(Problem details): Write down exactly the lines of the records below, beginning with the first and ending with the line that includes "down. One line.".
**** Records for this task
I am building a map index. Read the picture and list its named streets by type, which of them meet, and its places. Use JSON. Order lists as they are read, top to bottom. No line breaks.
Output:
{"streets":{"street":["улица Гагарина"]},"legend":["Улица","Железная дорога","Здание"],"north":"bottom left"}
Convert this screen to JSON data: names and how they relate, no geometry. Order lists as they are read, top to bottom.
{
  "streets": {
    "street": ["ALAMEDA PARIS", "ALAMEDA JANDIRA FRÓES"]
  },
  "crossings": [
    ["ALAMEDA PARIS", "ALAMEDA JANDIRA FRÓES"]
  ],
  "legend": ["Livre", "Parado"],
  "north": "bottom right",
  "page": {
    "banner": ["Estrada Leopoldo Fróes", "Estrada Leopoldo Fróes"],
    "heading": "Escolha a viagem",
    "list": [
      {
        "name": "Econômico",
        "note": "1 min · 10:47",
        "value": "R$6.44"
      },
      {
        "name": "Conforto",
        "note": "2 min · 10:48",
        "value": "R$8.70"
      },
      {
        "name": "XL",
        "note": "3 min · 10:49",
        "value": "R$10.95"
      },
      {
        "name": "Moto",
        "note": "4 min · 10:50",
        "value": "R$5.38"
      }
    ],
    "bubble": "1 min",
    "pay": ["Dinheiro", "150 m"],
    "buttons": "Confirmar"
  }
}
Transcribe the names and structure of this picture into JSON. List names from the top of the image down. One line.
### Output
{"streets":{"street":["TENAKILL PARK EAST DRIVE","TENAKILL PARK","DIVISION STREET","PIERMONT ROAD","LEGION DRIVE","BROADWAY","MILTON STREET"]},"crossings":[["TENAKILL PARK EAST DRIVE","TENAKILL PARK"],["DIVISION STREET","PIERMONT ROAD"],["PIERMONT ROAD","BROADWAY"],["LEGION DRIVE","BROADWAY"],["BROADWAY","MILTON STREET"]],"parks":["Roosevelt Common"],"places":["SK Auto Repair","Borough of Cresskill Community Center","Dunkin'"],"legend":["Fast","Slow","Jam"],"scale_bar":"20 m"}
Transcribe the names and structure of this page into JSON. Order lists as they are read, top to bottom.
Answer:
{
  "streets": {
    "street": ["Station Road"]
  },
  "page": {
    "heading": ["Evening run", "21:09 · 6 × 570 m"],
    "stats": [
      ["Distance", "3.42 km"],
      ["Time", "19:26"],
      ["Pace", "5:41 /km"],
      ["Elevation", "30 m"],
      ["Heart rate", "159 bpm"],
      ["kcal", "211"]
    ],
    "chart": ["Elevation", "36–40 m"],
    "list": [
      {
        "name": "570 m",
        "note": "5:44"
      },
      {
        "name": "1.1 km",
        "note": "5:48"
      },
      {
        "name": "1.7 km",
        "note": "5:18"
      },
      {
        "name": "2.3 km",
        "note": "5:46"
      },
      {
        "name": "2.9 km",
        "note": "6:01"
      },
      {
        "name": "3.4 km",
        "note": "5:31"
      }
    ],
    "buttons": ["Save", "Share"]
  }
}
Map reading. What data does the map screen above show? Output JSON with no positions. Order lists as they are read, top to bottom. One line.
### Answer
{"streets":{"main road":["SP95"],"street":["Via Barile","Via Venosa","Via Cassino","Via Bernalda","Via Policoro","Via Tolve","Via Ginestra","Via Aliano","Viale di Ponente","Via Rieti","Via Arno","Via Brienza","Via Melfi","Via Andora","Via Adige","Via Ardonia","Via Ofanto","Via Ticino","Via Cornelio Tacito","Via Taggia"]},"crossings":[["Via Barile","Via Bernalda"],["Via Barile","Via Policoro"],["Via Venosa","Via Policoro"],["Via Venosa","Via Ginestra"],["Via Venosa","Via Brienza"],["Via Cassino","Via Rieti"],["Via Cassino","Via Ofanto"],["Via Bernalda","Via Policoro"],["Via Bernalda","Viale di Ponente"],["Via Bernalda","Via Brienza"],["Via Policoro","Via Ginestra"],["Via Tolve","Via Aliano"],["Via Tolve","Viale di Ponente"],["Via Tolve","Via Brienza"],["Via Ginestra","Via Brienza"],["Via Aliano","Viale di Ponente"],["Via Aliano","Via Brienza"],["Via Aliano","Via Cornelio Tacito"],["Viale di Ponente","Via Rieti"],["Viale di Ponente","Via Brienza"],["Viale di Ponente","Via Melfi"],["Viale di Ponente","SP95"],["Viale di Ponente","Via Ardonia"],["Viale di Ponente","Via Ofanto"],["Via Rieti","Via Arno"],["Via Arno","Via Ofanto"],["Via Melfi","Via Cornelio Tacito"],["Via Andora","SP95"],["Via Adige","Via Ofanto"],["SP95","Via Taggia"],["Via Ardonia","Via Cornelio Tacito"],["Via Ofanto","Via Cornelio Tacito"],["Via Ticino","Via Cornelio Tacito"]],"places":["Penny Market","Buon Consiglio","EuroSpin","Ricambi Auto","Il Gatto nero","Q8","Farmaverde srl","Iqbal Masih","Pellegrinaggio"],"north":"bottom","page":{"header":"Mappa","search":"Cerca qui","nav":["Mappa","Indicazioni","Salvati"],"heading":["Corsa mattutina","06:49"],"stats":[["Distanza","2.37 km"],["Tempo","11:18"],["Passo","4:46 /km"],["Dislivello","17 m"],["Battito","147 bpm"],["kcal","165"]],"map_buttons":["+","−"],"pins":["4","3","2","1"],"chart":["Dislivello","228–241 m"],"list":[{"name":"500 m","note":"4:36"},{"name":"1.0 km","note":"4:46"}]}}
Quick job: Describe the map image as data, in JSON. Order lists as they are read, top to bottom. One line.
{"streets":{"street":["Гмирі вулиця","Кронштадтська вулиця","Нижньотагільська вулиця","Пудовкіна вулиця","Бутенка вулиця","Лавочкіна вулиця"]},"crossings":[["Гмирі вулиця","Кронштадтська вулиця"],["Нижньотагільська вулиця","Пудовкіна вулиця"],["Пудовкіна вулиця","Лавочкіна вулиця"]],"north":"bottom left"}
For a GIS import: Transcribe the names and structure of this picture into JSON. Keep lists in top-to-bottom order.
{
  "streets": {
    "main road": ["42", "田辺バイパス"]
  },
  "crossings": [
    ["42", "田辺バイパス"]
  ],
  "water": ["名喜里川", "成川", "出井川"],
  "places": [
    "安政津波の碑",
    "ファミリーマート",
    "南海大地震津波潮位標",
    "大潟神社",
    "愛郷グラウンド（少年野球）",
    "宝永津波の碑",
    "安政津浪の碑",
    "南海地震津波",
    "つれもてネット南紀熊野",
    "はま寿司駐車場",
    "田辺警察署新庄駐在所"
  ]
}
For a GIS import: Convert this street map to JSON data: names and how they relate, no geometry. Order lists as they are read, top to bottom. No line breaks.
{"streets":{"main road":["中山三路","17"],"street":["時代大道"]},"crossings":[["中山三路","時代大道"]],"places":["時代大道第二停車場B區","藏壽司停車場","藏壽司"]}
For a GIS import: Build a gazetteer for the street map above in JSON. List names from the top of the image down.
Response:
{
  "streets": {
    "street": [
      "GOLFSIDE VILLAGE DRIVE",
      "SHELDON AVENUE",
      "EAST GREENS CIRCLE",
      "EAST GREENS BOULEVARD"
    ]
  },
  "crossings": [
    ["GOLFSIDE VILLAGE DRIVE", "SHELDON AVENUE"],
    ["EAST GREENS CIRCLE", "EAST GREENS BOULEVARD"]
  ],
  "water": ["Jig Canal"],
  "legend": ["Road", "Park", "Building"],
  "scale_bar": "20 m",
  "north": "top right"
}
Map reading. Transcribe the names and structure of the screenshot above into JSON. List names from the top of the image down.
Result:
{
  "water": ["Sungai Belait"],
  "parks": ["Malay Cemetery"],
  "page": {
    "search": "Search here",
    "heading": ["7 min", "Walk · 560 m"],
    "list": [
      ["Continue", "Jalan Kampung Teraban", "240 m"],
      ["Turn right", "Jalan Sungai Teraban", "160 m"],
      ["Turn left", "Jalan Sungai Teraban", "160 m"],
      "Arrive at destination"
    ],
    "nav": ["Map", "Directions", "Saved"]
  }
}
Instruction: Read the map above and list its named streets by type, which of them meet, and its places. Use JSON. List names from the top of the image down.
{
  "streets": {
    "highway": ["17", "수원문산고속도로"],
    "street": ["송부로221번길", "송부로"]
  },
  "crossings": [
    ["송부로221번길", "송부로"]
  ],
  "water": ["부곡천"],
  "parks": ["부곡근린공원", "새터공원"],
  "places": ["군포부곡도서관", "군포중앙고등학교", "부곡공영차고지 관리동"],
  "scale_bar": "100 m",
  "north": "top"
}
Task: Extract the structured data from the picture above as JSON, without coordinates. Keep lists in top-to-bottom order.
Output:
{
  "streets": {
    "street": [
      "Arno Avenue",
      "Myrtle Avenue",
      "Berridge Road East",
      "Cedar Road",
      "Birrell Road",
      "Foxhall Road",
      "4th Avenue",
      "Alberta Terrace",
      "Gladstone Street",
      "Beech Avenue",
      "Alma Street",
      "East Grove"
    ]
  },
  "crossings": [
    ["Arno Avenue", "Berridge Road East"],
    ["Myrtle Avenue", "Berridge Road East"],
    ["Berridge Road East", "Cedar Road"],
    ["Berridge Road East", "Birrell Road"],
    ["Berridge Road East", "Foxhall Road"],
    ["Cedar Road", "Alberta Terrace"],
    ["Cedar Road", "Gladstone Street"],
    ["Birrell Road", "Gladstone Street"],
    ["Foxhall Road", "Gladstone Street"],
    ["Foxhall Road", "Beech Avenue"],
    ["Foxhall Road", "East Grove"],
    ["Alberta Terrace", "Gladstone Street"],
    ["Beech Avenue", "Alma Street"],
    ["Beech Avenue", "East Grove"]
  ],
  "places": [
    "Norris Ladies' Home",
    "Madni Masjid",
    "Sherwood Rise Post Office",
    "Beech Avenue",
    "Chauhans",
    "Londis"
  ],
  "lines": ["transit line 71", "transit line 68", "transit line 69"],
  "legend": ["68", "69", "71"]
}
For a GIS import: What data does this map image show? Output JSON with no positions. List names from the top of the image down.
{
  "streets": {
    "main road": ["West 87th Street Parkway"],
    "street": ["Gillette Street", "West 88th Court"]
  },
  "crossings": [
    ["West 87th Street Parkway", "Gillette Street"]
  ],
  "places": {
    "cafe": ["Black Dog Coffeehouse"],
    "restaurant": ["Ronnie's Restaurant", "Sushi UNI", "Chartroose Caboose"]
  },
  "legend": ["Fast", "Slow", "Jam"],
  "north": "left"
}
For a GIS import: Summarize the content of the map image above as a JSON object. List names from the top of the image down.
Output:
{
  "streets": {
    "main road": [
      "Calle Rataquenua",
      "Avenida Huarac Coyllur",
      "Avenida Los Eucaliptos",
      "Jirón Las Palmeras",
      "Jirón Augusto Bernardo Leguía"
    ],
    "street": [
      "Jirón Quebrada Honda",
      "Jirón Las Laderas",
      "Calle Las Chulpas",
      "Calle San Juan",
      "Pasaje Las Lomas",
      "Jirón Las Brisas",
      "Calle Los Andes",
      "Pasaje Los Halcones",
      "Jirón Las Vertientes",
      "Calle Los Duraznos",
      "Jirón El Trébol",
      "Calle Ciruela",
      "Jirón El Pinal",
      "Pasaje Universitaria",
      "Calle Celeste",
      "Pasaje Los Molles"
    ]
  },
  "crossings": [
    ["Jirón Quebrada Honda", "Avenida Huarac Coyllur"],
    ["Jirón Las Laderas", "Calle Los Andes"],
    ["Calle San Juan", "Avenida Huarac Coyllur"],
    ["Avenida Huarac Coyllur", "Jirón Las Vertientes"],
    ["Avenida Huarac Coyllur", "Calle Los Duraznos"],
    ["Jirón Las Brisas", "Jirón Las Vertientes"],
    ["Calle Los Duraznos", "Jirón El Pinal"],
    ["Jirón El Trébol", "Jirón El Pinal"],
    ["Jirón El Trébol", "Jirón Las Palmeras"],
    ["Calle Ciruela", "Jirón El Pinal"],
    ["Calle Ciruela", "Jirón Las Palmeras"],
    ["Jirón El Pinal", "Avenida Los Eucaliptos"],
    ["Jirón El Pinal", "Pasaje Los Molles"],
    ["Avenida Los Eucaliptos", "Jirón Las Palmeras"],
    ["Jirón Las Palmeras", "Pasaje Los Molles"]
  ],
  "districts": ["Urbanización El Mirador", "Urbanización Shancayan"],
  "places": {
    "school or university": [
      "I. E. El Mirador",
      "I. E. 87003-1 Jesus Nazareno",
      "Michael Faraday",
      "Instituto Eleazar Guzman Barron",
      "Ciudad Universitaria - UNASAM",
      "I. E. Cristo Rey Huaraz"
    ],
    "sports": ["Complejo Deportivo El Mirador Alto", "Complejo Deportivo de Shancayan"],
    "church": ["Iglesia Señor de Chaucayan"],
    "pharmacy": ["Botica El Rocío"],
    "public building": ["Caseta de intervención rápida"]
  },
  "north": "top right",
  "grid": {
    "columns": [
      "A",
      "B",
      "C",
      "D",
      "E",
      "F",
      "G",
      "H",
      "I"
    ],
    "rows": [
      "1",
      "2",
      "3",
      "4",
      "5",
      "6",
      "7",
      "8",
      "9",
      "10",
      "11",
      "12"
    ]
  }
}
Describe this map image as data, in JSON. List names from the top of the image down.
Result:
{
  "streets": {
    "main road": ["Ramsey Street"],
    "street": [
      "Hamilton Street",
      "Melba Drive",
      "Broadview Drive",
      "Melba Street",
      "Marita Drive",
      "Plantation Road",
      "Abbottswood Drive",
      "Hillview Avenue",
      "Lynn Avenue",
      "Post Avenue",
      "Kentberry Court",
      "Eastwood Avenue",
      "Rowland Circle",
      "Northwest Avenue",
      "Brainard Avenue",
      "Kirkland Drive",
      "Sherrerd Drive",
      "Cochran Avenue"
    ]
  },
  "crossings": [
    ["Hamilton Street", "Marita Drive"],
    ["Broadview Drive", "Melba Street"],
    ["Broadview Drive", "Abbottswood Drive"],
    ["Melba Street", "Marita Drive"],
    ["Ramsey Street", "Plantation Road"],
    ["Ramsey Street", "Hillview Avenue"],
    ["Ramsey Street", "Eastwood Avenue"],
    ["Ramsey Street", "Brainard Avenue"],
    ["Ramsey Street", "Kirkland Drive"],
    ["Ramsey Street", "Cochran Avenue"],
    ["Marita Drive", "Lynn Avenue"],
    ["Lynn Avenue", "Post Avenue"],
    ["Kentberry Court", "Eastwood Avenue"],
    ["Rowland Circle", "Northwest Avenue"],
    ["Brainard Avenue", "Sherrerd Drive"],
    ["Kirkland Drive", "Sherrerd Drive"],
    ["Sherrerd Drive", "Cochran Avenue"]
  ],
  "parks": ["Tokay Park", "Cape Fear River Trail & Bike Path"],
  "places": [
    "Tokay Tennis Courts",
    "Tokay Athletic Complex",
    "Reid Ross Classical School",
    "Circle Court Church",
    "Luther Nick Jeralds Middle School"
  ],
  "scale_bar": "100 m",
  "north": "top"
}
********
(Solution to the problem):
I am building a map index. Read the picture and list its named streets by type, which of them meet, and its places. Use JSON. Order lists as they are read, top to bottom. No line breaks.
Output:
{"streets":{"street":["улица Гагарина"]},"legend":["Улица","Железная дорога","Здание"],"north":"bottom left"}
Convert this screen to JSON data: names and how they relate, no geometry. Order lists as they are read, top to bottom.
{
  "streets": {
    "street": ["ALAMEDA PARIS", "ALAMEDA JANDIRA FRÓES"]
  },
  "crossings": [
    ["ALAMEDA PARIS", "ALAMEDA JANDIRA FRÓES"]
  ],
  "legend": ["Livre", "Parado"],
  "north": "bottom right",
  "page": {
    "banner": ["Estrada Leopoldo Fróes", "Estrada Leopoldo Fróes"],
    "heading": "Escolha a viagem",
    "list": [
      {
        "name": "Econômico",
        "note": "1 min · 10:47",
        "value": "R$6.44"
      },
      {
        "name": "Conforto",
        "note": "2 min · 10:48",
        "value": "R$8.70"
      },
      {
        "name": "XL",
        "note": "3 min · 10:49",
        "value": "R$10.95"
      },
      {
        "name": "Moto",
        "note": "4 min · 10:50",
        "value": "R$5.38"
      }
    ],
    "bubble": "1 min",
    "pay": ["Dinheiro", "150 m"],
    "buttons": "Confirmar"
  }
}
Transcribe the names and structure of this picture into JSON. List names from the top of the image down. One line.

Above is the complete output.